__Prompt__. Copy each line below that includes "stream".

__Dataset records__.
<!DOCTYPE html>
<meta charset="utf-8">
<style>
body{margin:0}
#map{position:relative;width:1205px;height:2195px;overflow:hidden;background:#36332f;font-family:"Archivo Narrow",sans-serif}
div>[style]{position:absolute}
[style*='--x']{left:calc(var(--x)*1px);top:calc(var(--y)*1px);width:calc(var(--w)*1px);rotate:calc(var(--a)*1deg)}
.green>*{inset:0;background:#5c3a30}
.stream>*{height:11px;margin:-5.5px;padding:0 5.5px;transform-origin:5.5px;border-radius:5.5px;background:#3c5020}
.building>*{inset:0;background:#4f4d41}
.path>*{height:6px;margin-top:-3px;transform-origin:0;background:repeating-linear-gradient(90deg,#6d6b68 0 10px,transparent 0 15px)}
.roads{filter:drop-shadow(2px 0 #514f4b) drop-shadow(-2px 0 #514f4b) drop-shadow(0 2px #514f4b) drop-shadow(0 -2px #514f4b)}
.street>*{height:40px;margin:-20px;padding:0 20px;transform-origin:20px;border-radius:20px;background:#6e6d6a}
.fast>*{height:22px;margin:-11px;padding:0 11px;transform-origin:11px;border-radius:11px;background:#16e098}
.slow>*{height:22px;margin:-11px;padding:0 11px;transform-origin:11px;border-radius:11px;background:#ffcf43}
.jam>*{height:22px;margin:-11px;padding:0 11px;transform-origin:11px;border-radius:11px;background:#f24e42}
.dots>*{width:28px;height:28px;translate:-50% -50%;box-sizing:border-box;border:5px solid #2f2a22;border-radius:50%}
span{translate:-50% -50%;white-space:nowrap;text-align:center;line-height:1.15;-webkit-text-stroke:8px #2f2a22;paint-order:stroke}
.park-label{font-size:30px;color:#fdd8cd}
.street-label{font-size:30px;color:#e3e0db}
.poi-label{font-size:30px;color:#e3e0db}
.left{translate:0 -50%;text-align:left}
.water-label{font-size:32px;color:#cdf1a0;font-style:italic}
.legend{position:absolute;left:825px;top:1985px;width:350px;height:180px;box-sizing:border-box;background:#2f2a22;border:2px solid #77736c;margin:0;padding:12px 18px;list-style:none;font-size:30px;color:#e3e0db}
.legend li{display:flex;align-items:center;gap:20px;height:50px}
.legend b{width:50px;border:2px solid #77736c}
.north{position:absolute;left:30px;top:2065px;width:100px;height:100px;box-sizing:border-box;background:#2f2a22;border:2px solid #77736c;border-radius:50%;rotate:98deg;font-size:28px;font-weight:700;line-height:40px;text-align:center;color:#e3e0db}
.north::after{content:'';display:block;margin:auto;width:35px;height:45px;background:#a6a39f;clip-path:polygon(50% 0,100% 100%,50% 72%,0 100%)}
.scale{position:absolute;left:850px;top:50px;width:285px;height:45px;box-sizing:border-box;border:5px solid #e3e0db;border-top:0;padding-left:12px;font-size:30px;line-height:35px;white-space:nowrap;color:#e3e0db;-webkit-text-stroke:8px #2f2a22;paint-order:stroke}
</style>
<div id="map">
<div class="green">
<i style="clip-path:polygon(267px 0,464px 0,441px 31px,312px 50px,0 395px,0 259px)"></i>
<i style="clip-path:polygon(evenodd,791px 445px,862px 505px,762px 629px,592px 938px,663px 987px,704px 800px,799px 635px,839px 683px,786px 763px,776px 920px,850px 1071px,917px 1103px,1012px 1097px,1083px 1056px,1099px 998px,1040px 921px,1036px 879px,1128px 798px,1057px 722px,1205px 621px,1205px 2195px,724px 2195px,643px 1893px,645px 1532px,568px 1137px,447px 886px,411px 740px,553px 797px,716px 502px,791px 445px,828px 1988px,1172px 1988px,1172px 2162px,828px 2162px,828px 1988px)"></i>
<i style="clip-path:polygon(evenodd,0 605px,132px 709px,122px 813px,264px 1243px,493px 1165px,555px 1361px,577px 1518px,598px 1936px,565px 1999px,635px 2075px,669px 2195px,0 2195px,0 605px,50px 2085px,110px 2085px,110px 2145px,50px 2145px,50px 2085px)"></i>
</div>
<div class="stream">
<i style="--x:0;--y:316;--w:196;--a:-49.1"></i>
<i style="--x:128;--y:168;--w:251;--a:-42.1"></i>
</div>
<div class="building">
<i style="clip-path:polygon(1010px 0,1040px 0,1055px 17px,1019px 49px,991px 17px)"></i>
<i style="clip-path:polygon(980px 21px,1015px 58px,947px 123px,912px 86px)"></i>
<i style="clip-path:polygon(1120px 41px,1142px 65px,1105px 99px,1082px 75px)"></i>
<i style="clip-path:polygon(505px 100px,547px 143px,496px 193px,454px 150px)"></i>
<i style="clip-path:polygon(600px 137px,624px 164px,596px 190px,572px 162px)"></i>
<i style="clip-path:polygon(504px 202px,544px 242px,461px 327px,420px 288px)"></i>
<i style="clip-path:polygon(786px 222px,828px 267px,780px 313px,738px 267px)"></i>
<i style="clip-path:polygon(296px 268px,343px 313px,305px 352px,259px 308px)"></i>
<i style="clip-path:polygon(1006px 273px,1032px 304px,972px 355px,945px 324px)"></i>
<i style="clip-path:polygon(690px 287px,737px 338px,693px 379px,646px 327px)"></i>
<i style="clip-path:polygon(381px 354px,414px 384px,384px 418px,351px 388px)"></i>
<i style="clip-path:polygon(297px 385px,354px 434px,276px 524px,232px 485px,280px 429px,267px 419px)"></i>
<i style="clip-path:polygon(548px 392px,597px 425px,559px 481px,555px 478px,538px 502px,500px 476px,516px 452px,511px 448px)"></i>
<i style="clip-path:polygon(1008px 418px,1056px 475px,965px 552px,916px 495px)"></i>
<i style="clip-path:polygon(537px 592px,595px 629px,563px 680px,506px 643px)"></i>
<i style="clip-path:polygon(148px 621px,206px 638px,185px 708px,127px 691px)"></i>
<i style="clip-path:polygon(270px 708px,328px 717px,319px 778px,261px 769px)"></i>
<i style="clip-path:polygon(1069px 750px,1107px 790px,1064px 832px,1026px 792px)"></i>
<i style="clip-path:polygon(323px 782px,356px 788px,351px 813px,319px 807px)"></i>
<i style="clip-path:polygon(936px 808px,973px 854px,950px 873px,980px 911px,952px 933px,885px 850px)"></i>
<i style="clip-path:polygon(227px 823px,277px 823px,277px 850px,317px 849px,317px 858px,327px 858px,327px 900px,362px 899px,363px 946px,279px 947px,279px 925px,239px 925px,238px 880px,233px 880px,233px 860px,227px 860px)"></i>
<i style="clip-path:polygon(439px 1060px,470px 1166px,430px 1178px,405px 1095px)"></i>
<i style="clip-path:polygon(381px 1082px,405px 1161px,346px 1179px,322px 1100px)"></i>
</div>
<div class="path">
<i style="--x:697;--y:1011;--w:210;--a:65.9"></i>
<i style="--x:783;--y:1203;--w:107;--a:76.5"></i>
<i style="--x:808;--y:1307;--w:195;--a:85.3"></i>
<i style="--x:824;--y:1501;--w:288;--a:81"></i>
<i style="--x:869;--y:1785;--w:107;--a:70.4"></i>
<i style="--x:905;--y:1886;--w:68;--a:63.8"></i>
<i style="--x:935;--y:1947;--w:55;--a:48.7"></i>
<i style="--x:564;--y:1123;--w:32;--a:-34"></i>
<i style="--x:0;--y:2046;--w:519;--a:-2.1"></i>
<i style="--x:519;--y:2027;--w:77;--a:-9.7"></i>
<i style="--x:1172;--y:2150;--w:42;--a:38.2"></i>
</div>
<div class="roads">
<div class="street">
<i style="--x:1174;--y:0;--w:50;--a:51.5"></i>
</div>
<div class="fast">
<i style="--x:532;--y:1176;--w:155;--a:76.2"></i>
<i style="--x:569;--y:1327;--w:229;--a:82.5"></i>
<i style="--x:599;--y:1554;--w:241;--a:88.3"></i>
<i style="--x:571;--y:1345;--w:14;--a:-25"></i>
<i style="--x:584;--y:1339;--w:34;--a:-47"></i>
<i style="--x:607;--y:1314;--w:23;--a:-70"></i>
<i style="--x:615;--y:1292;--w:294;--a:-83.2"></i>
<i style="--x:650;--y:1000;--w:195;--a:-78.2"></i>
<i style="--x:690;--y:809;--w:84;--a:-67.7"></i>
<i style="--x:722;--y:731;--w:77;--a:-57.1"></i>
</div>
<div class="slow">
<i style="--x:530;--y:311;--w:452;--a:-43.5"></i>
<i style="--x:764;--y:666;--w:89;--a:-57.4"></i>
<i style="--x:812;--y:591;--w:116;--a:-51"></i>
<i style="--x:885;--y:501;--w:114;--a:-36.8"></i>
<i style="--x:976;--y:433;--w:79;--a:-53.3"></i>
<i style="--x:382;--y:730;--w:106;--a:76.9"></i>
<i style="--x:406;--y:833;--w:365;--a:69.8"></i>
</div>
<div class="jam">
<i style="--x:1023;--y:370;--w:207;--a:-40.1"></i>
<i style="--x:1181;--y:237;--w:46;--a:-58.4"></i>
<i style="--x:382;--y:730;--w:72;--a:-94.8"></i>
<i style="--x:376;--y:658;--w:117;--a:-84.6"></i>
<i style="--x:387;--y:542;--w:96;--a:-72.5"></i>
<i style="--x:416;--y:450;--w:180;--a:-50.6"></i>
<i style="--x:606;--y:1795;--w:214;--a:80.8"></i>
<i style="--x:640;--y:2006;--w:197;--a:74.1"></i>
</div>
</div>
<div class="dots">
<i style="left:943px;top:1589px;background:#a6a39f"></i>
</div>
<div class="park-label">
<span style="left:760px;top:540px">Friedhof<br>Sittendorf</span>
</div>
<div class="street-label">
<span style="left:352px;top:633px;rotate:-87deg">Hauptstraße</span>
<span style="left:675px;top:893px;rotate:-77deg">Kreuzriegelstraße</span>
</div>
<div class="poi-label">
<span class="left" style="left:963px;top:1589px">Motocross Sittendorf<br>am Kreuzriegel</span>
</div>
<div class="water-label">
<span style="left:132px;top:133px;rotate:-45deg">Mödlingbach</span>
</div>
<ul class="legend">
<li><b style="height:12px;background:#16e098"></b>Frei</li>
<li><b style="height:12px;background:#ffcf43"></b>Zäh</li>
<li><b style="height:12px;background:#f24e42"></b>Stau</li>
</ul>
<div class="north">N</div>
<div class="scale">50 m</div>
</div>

__Written response__.
.stream>*{height:11px;margin:-5.5px;padding:0 5.5px;transform-origin:5.5px;border-radius:5.5px;background:#3c5020}
<div class="stream">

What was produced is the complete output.